The Secret Map to Better Decisions: My Love Affair with Operations Research

From bakery optimization to life-changing math


The Secret Map to Better Decisions: My Love Affair with Operations Research

From bakery optimization to life-changing math

Finding my way into OR

I didn’t fall in love with Operations Research (OR) in a single moment. It was more of a slow, steady realization, project by project, that these tools could bring clarity to messy, real-world decisions.

Little by little I was building trust in OR’s ability to help me give a try to solve seriously complex problems.


OR in plain words

So, what is Operations Research? In the most simple terms I can put it: it’s using mathematics to make better choices. It’s like having a smart friend who can suggest you, “try this plan, it will probably save time, money, and a few headaches.”

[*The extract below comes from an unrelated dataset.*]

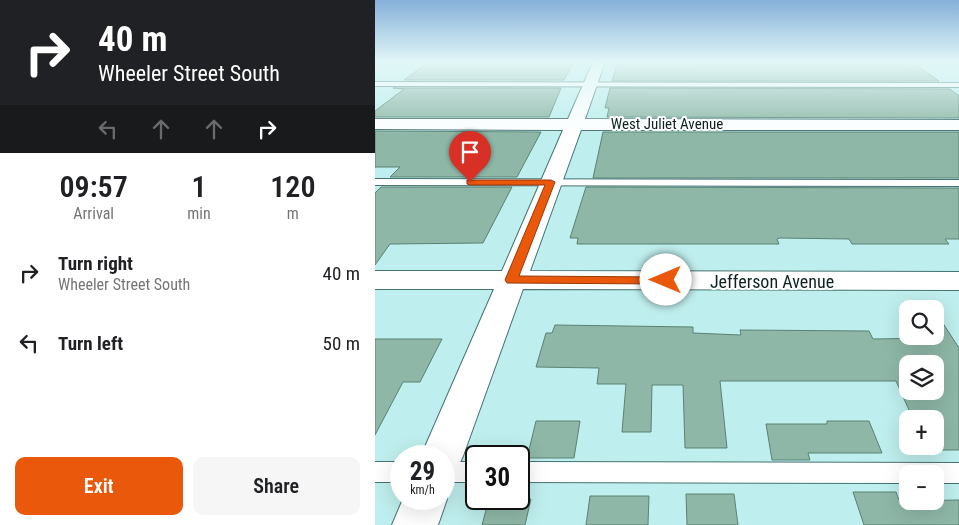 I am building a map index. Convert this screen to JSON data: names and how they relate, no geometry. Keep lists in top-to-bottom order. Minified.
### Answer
{"streets":{"street":["West Juliet Avenue","Jefferson Avenue"]},"page":{"turn":["40 m","Wheeler Street South"],"eta":["09:57","Arrival","1","min","120","m"],"list":[{"name":"Turn right","note":"Wheeler Street South","value":"40 m"},{"name":"Turn left","value":"50 m"}],"map_buttons":["+","−"],"speed":"29 km/h","limit":"30","buttons":["Exit","Share"]}} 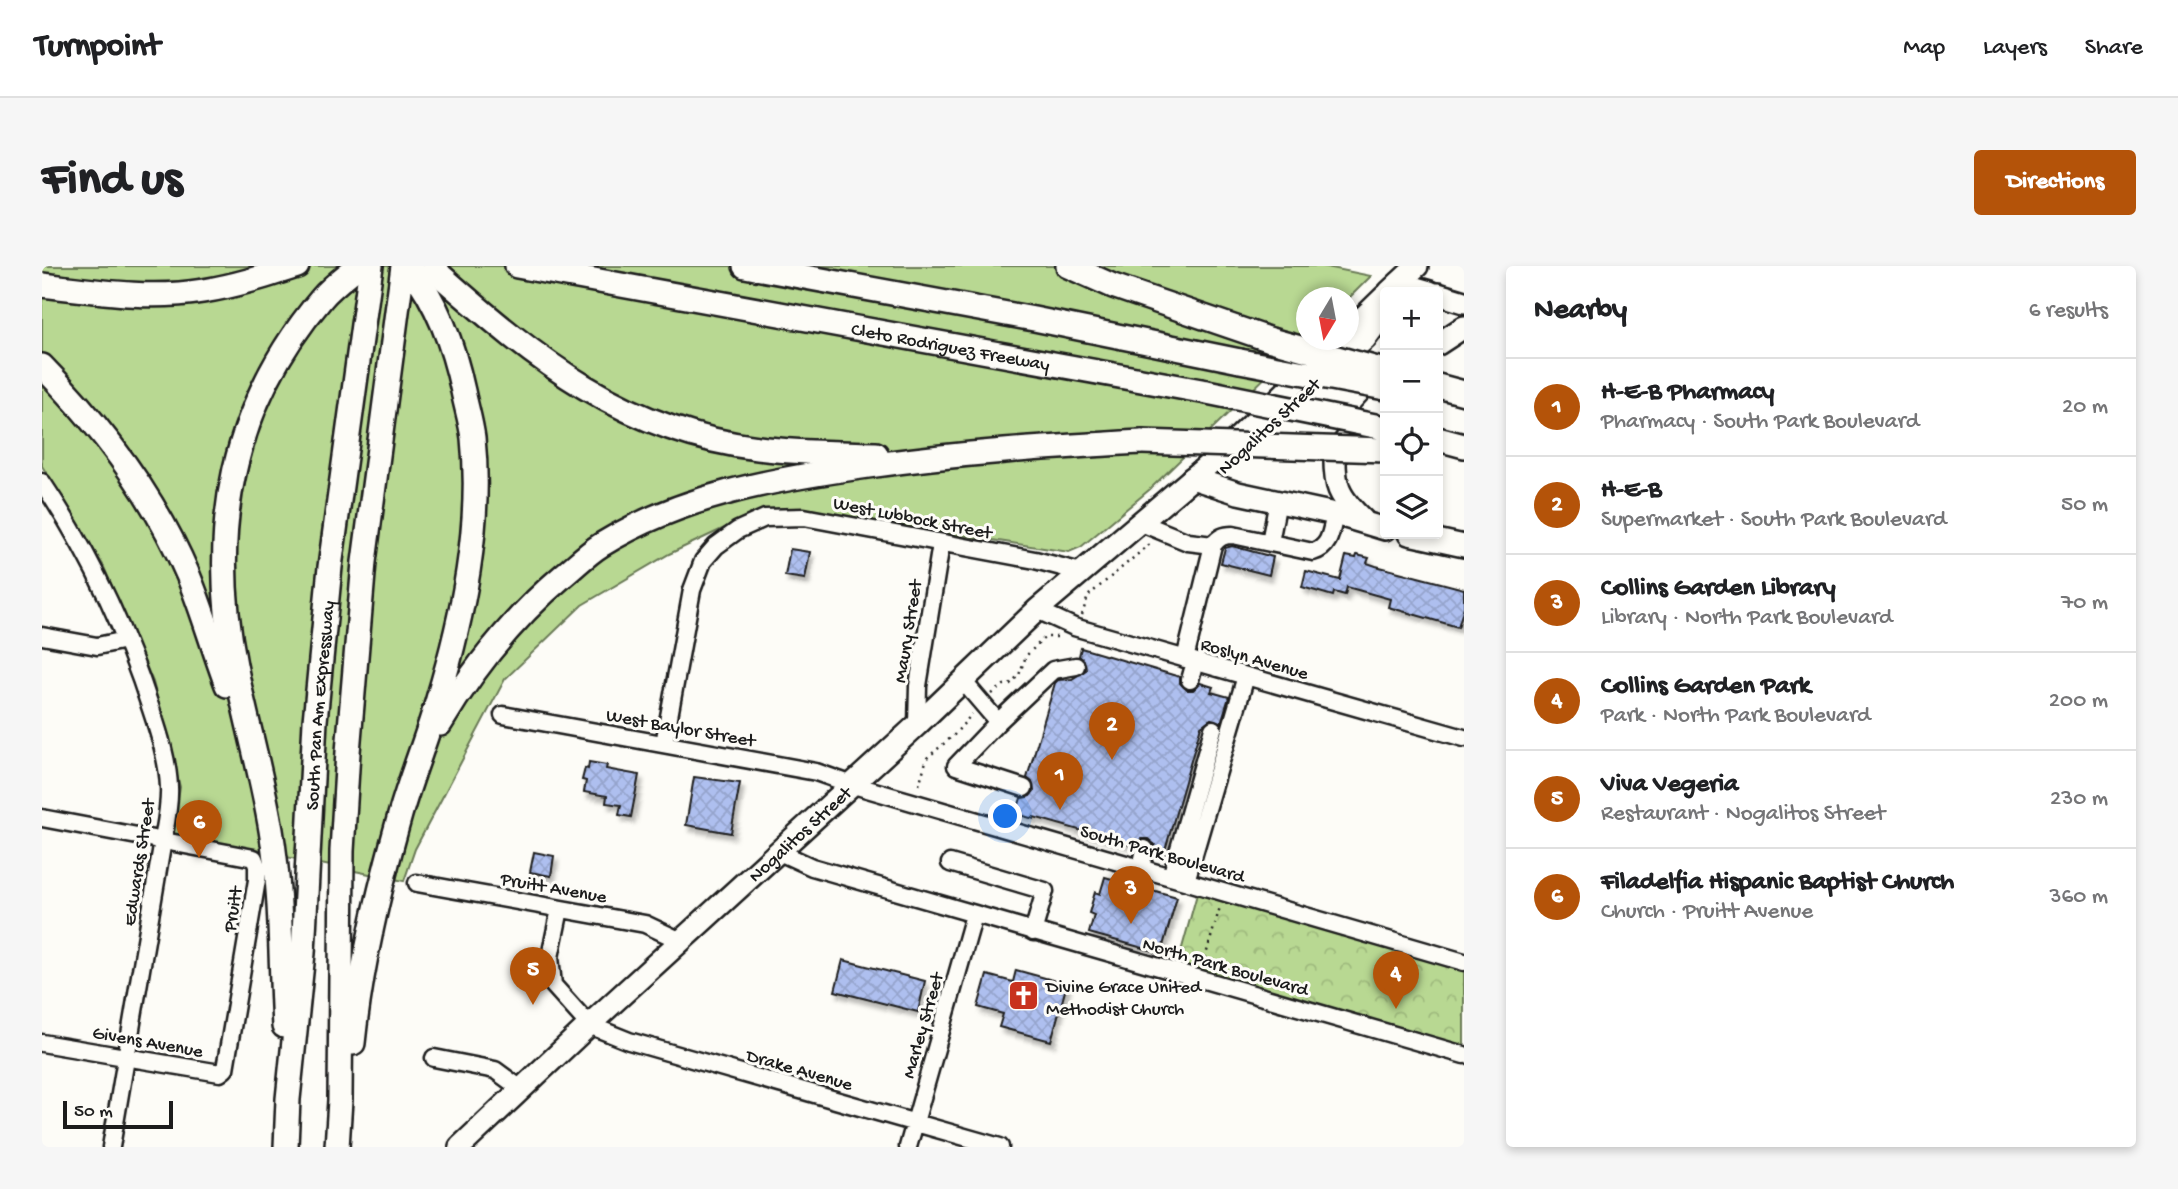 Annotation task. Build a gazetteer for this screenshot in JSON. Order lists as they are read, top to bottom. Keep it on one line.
{"streets":{"highway":["Cleto Rodriguez Freeway","South Pan Am Expressway"],"main road":["Nogalitos Street"],"street":["West Lubbock Street","Maury Street","Roslyn Avenue","West Baylor Street","South Park Boulevard","Edwards Street","Pruitt Avenue","Pruitt","North Park Boulevard","Marley Street","Givens Avenue","Drake Avenue"]},"crossings":[["Nogalitos Street","West Lubbock Street"],["Nogalitos Street","Maury Street"],["Nogalitos Street","Roslyn Avenue"],["Nogalitos Street","West Baylor Street"],["Nogalitos Street","South Park Boulevard"],["Nogalitos Street","Pruitt Avenue"],["Nogalitos Street","North Park Boulevard"],["Nogalitos Street","Drake Avenue"],["West Lubbock Street","Maury Street"],["West Lubbock Street","West Baylor Street"],["West Baylor Street","South Park Boulevard"],["Edwards Street","Pruitt"],["Edwards Street","Givens Avenue"],["Pruitt","Givens Avenue"],["North Park Boulevard","Marley Street"],["Marley Street","Drake Avenue"]],"places":{"church":["Divine Grace United Methodist Church"]},"scale_bar":"50 m","north":"bottom","page":{"header":"Turnpoint","nav":["Map","Layers","Share"],"buttons":"Directions","title":"Find us","heading":["Nearby","6 results"],"map_buttons":["+","−"],"list":[{"mark":"1","name":"H-E-B Pharmacy","note":"Pharmacy · South Park Boulevard","value":"20 m"},{"mark":"2","name":"H-E-B","note":"Supermarket · South Park Boulevard","value":"50 m"},{"mark":"3","name":"Collins Garden Library","note":"Library · North Park Boulevard","value":"70 m"},{"mark":"4","name":"Collins Garden Park","note":"Park · North Park Boulevard","value":"200 m"},{"mark":"5","name":"Viva Vegeria","note":"Restaurant · Nogalitos Street","value":"230 m"},{"mark":"6","name":"Filadelfia Hispanic Baptist Church","note":"Church · Pruitt Avenue","value":"360 m"}],"pins":["2","1","6","3","5","4"],"scale":"50 m"}}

At its core, OR is about optimization: finding the best option among many (sometimes definitely TOO MANY). Whether it’s scheduling flights, routing delivery trucks, or deciding how much inventory to keep, OR uses mathematical models to add clarity to the noise.


The mathematics behind

I’m not going to show heavy formulas here (I don’t even like heavy formulas) but something needs to be mentioned: Linear Programming (LP), the foundation of many OR problems. LP helps us find the best solution when we have:

  1. A goal to maximize or minimize (like profit)
  2. Variables we can control (like production quantities)
  3. Constraints that limit our choices (like available resources)

Let’s check a simple example that everyone can understand.

Imagine you run a small bakery 🍞. You sell bread and cake. Both use flour and yeast, just in different amounts. You want to maximize profit, but your pantry is limited.

  • Variables: $x_1 =$ number of bread loaves $x_2 =$ number of cakes

  • Objective (maximize profit):

    \[\text{Maximize } 3x_1 + 5x_2\]

    (bread earns 3€ each, cake earns 5€ each)

  • Constraints (limited resources):

    \[2x_1 + 4x_2 \le 100 \quad \text{(flour)}\] \[3x_1 + 2x_2 \le 90 \quad \text{(yeast)}\] \[x_1, x_2 \ge 0\]

That’s OR in action on a practical, structured, and a little creative problem.


Let’s code it (with Google OR-Tools)

Here’s the same problem in Python using Google OR-Tools:

from ortools.linear_solver import pywraplp

# Create the solver: use GLOP for continuous LP, or switch to "CBC" if you need integers later.
solver = pywraplp.Solver.CreateSolver("GLOP")

# Decision variables (continuous, nonnegative)
x1 = solver.NumVar(0.0, solver.infinity(), "Bread")  # number of bread loaves
x2 = solver.NumVar(0.0, solver.infinity(), "Cake")   # number of cakes

# Objective: maximize 3*x1 + 5*x2
objective = solver.Objective()
objective.SetCoefficient(x1, 3.0)
objective.SetCoefficient(x2, 5.0)
objective.SetMaximization()

# Constraints
# 2*x1 + 4*x2 <= 100  (Flour)
c1 = solver.Constraint(-solver.infinity(), 100.0, "Flour")
c1.SetCoefficient(x1, 2.0)
c1.SetCoefficient(x2, 4.0)

# 3*x1 + 2*x2 <= 90   (yeast)
c2 = solver.Constraint(-solver.infinity(), 90.0, "yeast")
c2.SetCoefficient(x1, 3.0)
c2.SetCoefficient(x2, 2.0)

# Solve
status = solver.Solve()

if status == pywraplp.Solver.OPTIMAL:
    print(f"Bread loaves: {x1.solution_value():.2f}")
    print(f"Cakes: {x2.solution_value():.2f}")
    print(f"Maximum Profit: {objective.Value():.2f} €")
else:
    print("No optimal solution found.")

The solver doesn’t guess a solution, it computes the best mix of bread and cake given your resources. That’s the amazing superpower of OR: turning “what should I do?” into a clear plan to follow.


Why this matters

Operations Research is not ‘just math’; it builds on strong mathematical foundations and, through specific algorithms, finds applications across many aspects of society:

  • Airlines design crew schedules that are efficient and humane.
  • Hospitals match staffing to patient needs while keeping workloads fair.
  • Tech teams place servers across regions to keep apps fast for everyone.

These are just examples of the many optimization problems that we can solve using OR-based approaches.


A personal reflection

OR taught me that math isn’t only elegant, it’s useful. It helps communities and businesses run a little smoother.

And the best part? OR isn’t just for big organizations. With open-source tools, anyone, from students to founders, can model a problem, test ideas, and make better decisions.